* _Your assignment_: Below are the records; copy each line in them that holds the word "margin".
---------- Data to use ----------
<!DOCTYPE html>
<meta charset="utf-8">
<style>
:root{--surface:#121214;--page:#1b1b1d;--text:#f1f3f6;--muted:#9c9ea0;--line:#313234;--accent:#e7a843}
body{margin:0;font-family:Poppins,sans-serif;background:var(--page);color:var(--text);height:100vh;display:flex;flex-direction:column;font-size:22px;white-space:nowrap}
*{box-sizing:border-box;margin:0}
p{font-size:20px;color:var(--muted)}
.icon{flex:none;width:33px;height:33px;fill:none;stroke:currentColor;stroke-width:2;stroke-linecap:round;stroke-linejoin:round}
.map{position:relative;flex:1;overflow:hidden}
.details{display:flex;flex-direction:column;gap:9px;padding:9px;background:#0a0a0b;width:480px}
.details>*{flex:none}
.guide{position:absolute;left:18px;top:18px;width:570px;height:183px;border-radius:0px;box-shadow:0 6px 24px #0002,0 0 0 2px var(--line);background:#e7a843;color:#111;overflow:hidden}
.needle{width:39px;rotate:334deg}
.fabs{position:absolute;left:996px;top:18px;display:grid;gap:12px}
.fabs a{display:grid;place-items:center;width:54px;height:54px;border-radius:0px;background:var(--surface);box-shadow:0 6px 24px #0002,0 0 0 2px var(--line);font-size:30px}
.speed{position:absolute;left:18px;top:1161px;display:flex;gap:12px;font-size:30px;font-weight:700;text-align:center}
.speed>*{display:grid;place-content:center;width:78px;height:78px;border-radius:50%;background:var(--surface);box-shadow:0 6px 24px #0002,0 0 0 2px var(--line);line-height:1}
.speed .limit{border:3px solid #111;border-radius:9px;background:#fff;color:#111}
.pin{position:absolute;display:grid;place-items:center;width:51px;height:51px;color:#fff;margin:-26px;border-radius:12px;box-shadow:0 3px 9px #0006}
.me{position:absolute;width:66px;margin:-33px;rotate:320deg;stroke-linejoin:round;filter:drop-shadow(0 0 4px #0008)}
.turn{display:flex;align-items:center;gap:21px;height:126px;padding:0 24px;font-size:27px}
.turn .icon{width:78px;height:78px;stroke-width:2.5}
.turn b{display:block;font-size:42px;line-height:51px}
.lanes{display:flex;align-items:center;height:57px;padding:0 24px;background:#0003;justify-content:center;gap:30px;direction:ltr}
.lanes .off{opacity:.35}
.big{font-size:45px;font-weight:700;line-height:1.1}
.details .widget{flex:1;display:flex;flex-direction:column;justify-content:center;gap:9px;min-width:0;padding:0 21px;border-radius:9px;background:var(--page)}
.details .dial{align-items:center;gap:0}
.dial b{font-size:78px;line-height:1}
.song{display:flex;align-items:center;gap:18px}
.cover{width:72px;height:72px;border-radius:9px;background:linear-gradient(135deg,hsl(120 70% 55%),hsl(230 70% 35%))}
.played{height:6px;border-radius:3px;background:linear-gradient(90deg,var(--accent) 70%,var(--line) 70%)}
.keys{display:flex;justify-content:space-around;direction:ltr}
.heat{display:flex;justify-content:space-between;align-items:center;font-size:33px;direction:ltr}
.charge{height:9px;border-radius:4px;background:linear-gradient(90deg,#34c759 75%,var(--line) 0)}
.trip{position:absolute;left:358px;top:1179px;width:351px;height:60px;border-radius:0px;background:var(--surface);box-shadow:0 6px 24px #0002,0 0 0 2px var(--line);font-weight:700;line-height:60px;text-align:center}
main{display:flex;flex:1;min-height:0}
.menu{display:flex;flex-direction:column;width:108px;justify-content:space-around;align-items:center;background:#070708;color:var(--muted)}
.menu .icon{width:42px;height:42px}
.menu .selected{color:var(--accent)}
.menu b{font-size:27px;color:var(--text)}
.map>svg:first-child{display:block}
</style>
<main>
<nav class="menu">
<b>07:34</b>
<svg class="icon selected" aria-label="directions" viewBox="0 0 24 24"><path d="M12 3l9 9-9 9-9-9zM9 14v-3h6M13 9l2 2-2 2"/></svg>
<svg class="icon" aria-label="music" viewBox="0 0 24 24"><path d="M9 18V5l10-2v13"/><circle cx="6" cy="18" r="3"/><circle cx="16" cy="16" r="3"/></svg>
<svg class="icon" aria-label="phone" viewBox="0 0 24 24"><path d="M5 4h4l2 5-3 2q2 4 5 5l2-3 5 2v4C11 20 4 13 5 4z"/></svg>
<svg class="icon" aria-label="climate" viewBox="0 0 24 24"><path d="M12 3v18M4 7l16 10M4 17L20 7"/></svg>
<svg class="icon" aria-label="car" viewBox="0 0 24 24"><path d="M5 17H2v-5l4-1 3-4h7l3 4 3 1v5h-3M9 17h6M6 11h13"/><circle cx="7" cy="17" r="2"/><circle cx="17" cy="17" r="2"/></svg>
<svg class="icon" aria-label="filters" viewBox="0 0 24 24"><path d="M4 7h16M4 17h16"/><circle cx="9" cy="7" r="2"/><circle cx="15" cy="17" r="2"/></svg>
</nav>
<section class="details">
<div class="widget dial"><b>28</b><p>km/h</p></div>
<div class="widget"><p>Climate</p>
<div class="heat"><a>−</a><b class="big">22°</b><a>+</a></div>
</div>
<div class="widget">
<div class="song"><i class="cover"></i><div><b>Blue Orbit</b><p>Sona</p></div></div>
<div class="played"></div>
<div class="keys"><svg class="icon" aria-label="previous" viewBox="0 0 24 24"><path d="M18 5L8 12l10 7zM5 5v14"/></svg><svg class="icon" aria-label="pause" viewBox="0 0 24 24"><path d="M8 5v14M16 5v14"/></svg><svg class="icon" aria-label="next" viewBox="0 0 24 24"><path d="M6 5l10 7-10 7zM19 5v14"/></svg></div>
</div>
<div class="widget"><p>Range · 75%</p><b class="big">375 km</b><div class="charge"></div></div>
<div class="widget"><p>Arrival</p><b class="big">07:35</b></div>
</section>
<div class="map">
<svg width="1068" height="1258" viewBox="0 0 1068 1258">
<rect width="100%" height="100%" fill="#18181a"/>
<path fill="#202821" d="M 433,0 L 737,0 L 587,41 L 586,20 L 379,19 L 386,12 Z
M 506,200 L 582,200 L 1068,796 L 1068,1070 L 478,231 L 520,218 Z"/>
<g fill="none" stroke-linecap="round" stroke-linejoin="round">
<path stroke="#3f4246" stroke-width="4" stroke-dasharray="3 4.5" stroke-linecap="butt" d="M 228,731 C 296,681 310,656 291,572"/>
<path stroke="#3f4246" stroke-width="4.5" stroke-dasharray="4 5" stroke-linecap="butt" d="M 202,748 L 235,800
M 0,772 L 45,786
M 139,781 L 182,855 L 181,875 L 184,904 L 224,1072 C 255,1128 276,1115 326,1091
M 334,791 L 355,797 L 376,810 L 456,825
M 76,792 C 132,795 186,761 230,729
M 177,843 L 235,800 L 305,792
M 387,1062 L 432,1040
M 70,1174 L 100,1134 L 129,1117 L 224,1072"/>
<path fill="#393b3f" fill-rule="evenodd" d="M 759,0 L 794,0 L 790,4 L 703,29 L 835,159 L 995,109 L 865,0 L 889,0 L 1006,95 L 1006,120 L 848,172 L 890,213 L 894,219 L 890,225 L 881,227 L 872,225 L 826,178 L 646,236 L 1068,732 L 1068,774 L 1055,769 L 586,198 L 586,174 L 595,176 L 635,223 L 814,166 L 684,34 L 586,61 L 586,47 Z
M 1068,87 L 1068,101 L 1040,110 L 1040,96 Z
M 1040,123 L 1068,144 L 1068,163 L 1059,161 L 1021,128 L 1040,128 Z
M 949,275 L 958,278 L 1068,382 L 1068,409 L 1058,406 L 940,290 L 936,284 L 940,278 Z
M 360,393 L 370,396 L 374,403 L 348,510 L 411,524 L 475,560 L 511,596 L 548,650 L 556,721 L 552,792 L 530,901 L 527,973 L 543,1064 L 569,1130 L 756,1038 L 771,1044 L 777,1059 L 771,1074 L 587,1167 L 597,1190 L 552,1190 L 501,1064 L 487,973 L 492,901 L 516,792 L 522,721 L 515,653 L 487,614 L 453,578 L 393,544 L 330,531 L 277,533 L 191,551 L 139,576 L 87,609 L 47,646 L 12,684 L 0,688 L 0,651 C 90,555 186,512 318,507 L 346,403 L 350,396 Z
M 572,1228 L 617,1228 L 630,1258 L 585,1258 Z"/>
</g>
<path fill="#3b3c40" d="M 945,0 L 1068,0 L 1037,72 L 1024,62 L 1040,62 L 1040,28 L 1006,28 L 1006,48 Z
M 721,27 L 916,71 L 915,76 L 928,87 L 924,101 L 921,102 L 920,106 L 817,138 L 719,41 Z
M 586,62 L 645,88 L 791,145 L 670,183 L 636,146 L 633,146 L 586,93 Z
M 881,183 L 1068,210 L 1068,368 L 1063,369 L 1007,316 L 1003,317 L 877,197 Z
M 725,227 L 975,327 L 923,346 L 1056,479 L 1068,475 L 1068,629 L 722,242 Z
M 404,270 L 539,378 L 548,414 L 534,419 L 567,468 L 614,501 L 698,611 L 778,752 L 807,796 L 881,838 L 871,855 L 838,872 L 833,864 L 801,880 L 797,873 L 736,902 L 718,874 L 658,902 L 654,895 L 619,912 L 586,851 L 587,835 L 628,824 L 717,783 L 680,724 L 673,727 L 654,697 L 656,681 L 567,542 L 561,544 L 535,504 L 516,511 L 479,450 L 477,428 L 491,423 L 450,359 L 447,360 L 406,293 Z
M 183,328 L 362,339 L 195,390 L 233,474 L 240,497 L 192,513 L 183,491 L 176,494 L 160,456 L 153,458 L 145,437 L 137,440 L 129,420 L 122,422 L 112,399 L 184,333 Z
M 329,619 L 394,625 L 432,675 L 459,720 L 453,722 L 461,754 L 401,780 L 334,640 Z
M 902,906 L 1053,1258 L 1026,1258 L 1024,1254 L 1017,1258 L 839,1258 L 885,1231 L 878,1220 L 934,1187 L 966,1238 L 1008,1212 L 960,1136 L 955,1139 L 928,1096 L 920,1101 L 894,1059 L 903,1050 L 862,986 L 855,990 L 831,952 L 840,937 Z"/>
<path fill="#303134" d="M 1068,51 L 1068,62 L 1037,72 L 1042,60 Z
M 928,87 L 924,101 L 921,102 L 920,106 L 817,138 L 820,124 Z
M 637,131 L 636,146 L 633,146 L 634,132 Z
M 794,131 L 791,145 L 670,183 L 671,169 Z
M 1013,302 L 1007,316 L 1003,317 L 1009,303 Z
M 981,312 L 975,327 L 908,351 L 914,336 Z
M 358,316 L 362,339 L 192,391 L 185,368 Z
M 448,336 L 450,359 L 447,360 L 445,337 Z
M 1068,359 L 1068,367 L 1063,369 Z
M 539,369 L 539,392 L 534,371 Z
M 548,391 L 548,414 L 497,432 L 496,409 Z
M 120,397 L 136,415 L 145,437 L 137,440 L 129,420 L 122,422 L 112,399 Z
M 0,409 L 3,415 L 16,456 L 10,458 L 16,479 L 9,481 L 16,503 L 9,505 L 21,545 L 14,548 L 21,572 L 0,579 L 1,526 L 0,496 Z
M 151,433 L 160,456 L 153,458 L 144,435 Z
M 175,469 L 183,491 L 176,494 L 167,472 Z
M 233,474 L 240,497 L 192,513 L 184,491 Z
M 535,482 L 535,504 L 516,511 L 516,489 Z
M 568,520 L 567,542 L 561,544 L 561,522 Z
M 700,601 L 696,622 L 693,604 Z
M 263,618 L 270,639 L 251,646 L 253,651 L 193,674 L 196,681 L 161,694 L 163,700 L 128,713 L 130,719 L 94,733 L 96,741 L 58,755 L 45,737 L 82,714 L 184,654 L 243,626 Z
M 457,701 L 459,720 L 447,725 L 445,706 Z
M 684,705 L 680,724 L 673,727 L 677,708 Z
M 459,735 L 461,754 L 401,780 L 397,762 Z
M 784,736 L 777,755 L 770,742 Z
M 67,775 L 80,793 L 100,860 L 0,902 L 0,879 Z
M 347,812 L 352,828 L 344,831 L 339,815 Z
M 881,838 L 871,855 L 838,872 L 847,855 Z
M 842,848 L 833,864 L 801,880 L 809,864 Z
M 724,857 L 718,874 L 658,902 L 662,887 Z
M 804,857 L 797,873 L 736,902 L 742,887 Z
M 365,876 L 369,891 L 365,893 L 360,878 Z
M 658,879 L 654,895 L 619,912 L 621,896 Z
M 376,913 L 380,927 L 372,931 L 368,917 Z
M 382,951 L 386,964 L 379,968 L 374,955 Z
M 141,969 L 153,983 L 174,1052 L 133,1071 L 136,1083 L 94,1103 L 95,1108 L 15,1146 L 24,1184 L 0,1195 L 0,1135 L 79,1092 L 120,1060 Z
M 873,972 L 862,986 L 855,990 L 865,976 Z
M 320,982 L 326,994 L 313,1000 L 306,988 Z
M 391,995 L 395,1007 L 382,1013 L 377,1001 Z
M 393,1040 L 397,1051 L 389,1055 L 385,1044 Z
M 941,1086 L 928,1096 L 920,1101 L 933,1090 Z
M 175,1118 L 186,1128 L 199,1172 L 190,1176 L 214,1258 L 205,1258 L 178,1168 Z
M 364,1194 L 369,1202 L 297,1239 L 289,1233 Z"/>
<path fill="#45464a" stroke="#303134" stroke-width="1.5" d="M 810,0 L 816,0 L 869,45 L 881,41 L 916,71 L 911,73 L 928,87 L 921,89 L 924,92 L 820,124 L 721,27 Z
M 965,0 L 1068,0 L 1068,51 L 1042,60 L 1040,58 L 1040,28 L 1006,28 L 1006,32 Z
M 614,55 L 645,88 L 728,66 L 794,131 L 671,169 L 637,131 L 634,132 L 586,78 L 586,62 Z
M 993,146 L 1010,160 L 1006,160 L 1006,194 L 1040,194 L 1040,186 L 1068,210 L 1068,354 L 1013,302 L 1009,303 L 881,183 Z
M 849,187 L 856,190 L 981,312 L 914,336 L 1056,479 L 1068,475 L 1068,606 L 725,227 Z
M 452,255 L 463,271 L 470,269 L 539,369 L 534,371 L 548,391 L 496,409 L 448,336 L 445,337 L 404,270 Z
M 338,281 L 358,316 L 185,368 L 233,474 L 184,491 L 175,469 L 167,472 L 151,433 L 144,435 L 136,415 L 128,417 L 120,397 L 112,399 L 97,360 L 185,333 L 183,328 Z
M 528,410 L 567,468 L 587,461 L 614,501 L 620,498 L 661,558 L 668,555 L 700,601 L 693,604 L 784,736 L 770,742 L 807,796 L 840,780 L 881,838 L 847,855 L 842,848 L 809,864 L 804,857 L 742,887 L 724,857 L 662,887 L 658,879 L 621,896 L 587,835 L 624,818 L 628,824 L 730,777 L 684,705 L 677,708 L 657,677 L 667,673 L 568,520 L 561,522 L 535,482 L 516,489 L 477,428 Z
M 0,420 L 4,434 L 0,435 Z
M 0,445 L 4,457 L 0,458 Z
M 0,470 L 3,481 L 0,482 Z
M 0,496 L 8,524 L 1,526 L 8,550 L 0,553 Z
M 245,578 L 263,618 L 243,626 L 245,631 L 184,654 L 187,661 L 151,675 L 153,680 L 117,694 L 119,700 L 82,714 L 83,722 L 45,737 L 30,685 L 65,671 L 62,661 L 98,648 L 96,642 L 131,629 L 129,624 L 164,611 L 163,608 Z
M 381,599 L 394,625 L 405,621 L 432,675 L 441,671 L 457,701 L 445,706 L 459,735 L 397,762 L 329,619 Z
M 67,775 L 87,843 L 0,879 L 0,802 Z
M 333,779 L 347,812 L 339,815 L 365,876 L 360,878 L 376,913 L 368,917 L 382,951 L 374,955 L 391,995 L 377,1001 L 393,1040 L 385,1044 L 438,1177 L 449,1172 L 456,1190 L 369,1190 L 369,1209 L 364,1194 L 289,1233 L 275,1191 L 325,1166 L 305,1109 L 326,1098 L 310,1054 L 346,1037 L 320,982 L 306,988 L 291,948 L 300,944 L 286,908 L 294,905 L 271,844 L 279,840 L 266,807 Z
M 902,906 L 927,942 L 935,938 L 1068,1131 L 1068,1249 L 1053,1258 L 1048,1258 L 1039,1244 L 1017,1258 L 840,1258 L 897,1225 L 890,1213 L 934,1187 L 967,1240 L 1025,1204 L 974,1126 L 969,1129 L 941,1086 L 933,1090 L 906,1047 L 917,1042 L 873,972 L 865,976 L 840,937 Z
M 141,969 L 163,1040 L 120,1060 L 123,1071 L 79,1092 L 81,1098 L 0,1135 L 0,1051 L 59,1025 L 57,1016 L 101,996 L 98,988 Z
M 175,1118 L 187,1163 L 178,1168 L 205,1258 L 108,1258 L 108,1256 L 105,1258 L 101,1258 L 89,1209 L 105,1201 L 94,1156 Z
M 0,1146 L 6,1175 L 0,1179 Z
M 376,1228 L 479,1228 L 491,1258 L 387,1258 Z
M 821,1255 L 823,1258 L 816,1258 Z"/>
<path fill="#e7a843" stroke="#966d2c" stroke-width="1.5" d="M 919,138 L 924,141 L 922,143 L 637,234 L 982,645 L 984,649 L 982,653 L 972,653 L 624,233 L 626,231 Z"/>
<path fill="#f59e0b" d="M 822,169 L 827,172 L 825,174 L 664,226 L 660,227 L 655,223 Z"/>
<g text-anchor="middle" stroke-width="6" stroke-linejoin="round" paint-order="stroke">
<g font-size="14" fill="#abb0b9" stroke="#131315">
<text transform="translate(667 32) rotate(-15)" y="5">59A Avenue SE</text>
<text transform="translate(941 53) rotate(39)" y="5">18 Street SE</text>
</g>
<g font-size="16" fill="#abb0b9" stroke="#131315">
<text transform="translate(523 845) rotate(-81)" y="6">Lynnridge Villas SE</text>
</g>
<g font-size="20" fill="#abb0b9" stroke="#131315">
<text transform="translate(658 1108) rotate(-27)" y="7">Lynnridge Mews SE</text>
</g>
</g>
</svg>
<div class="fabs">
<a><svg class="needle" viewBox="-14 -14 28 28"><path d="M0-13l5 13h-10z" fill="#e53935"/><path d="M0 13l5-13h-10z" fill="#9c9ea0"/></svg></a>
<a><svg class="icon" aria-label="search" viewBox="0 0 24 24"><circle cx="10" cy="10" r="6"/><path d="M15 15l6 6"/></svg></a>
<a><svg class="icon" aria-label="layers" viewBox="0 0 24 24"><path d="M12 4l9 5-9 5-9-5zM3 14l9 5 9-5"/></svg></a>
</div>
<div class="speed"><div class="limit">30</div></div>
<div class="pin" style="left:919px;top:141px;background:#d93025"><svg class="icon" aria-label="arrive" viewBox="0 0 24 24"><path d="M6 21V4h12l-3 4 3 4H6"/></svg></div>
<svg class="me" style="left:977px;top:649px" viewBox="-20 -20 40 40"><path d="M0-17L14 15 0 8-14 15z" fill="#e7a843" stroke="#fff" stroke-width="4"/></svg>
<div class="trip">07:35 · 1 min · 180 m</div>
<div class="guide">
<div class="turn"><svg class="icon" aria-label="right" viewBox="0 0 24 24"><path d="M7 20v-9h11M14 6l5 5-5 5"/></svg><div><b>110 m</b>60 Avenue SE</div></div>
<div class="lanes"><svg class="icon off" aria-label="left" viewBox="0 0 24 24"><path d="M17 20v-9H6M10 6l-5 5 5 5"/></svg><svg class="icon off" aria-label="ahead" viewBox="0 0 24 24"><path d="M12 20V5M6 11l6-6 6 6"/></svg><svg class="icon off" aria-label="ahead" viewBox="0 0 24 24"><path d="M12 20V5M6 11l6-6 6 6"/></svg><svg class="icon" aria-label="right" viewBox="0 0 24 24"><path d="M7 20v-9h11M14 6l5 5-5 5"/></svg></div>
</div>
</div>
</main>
----------
* _Written response_:
body{margin:0;font-family:Poppins,sans-serif;background:var(--page);color:var(--text);height:100vh;display:flex;flex-direction:column;font-size:22px;white-space:nowrap}
*{box-sizing:border-box;margin:0}
.pin{position:absolute;display:grid;place-items:center;width:51px;height:51px;color:#fff;margin:-26px;border-radius:12px;box-shadow:0 3px 9px #0006}
.me{position:absolute;width:66px;margin:-33px;rotate:320deg;stroke-linejoin:round;filter:drop-shadow(0 0 4px #0008)}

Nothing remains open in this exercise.